Iran president's brother begins prison term
Hossein Fereydoun entered Tehran's Evin prison on Wednesday
Iranian President Hassan Rouhani's brother has begun a five-year prison sentence for corruption.
Hossein Fereydoun, who was a close adviser to the president, entered Tehran's Evin prison on Wednesday, his lawyer told local media, reports BBC.
He was convicted of "receiving bribes" in May and sentenced to seven years.
An appeals court later reduced the jail term, but ordered him to return any property that he had acquired illicitly and fined him 310bn riyals.
That sum is equivalent to $9 million on the country's official exchange rate, but $2.7 million at the free-market exchange rate.
Fereydoun denied any wrongdoing and some supporters of the president, who is a moderate, said the case was a move by hardliners in the judiciary to discredit him.
The judiciary has said it has no political motivation for the cases it tries.
Rouhani promised to curb corruption in the 2013 and 2017 president election campaigns. However, he has struggled to do so.
The president was born Hassan Fereydoun but changed his surname to a word meaning "spiritual" or "cleric" decades ago after joining a seminary.

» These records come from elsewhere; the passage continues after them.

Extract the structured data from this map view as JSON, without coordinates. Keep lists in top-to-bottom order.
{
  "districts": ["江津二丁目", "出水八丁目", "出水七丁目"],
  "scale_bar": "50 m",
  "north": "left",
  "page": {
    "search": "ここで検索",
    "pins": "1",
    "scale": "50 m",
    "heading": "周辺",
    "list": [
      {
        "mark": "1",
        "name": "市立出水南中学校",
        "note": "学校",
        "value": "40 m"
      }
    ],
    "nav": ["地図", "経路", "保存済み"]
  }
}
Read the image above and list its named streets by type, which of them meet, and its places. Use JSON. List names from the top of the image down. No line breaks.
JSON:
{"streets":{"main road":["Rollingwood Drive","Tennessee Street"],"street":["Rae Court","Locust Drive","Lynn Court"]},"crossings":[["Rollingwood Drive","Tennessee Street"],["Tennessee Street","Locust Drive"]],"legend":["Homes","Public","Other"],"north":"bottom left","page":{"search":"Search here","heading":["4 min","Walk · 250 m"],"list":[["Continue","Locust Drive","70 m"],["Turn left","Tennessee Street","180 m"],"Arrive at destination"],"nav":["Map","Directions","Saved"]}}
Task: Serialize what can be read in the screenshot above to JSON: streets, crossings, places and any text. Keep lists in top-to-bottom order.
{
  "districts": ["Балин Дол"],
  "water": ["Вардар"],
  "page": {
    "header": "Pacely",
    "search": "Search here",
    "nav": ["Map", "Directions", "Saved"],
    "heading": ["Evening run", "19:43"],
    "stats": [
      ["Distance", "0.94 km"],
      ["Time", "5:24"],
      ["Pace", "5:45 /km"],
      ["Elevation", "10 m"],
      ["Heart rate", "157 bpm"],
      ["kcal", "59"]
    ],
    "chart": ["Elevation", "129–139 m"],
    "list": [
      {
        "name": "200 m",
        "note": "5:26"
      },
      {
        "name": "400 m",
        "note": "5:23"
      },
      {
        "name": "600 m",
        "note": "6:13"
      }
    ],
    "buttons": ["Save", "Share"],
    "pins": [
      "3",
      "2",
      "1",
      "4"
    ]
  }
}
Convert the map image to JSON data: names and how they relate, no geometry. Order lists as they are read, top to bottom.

In a separate development on Wednesday, the French foreign ministry said the Iranian authorities had detained the French academic Roland Marchal.
The ministry added that it had asked Iranian officials to bring the "unacceptable" situation to an end without delay.
Marchal, a sociologist who focuses on civil wars in Africa, is reported to have been arrested in June along with a French-Iranian colleague at Sciences Po university in Paris, Fariba Adelkhah. Her detention was confirmed in July.